Given the error associated with calibration and atmospheric variation, it is no surprise (as Conard reports in the paper) that the radiocarbon dates in a site over around 30,000 BP should be somewhat mixed and confused. The problem is not so much that ten objects from the same moment will have different proportions of carbon-14, it is that ten objects from different times may have the same proportion. So it is especially important to understand the stratigraphy of a site completely. This appears to be a good, conservative example, and it will be interesting to see what happens if the excavation progresses further into the deeper underlying Mousterian.

But meanwhile there are other sites, excavated in a range of circumstances, in which the stratigraphy was not so carefully documented, or may have been more mixed. I suspect we'll be hearing more confusion before we get a lot more clarification.

References:

Mellars P. 2009. Origins of the female image. Nature 459:176-177. doi:10.1038/459176a

Conard NJ. 2009. A female figurine from the basal Aurignacian of Hohle Fels Cave in southwestern Germany. Nature 459:248-252. doi:10.1038/nature07995

The story of the New Zealand rat bones is a bit deeper than the press reports (e.g., this AP report). The main idea is that the rat radiocarbon dates support an initial habitation of New Zealand that was relatively late, around 1200 AD. That's not a big surprise, since no human archaeological site or remains have been found to have earlier dates.

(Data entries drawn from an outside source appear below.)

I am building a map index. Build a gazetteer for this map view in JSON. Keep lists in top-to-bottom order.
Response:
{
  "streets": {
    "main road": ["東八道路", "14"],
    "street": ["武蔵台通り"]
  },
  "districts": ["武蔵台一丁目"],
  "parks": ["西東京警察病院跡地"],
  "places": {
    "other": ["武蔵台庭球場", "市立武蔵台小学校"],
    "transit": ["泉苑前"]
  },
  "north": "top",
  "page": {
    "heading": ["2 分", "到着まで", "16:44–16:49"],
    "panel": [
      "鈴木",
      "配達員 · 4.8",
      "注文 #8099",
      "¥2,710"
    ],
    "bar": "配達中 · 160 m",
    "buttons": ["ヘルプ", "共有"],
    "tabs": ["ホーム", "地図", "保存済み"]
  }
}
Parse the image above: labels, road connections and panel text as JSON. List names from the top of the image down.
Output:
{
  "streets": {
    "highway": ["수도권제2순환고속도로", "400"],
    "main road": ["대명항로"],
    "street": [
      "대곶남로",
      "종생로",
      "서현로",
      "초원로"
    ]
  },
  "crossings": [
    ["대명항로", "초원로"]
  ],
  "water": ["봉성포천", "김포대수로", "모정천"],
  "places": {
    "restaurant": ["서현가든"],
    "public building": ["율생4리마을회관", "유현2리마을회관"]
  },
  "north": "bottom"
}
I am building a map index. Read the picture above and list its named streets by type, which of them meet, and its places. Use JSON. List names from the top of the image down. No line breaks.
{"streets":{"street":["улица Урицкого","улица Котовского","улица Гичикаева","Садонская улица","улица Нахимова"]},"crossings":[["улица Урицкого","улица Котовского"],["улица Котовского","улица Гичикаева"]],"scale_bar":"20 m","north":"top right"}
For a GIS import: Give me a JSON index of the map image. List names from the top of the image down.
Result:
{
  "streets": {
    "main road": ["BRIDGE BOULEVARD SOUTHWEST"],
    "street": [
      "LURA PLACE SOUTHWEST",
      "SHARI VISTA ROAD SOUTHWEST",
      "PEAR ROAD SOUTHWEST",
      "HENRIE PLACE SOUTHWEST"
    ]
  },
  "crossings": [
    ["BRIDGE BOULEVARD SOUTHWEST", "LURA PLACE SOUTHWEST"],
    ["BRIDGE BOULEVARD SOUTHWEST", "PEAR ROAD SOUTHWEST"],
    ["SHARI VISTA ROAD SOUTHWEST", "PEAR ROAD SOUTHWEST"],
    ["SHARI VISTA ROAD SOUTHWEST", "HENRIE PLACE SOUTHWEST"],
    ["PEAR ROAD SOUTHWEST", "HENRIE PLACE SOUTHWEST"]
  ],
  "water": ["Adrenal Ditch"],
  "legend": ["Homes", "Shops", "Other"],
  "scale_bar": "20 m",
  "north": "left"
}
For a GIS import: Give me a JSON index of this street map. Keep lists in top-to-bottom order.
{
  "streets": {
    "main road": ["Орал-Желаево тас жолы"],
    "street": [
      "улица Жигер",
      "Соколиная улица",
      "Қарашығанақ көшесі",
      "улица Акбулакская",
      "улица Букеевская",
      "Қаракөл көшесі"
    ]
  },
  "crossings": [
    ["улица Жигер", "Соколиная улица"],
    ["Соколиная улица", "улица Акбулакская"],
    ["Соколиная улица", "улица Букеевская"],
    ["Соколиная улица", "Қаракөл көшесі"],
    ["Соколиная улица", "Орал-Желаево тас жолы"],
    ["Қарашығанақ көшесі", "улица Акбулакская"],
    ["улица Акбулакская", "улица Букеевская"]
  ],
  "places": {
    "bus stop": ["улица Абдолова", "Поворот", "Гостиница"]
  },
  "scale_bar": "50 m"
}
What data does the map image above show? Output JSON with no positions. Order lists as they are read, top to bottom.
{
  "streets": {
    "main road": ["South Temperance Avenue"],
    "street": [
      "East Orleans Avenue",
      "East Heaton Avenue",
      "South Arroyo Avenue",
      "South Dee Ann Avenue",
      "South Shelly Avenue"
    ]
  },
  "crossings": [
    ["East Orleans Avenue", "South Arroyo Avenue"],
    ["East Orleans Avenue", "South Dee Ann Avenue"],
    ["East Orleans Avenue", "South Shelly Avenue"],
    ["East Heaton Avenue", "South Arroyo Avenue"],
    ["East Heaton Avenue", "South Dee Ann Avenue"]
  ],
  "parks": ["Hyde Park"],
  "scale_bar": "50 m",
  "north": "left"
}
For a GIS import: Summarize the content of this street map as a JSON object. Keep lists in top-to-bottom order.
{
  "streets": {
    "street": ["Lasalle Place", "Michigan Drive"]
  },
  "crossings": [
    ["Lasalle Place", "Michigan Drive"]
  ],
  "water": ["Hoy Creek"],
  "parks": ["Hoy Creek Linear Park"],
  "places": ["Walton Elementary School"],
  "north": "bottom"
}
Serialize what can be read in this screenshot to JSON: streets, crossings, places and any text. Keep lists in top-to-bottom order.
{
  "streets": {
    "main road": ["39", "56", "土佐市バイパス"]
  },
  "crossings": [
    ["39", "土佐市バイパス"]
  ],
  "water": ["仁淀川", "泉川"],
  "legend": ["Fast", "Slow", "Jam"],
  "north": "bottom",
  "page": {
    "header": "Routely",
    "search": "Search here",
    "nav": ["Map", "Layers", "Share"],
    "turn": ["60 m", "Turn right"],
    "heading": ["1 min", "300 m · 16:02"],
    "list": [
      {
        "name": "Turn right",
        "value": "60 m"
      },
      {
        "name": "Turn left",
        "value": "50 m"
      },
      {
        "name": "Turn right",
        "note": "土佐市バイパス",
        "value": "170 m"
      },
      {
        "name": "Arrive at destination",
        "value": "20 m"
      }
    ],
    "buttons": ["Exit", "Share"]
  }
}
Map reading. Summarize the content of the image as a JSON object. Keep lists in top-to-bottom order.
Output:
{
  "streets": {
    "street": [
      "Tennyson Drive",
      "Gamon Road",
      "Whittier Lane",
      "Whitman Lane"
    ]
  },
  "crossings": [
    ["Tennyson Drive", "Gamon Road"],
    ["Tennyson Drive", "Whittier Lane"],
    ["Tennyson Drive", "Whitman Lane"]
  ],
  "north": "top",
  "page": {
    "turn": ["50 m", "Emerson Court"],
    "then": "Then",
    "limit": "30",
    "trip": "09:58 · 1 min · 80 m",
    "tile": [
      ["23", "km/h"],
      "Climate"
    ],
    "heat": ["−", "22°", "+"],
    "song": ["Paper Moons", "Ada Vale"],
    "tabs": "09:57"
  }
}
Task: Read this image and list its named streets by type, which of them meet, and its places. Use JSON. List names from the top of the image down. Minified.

I don't have any opinion about New Zealand prehistory, really. It seems to me that the rats are a very good source of evidence, because their population growth is potentially much much faster than human population growth. If rats arrive on an island, there's a good chance of finding them early. I could imagine that humans might escape leaving archaeology for some time. I doubt very much that they could remain invisible for over a thousand years, but that depends on the intensity of archaeological research. But rats are not going to stay invisible. When you have extinct predators who ate rats, and they leave rat bones in their feces that you can sample, and none of those rat bones are more than 800 years old, well that's a sign.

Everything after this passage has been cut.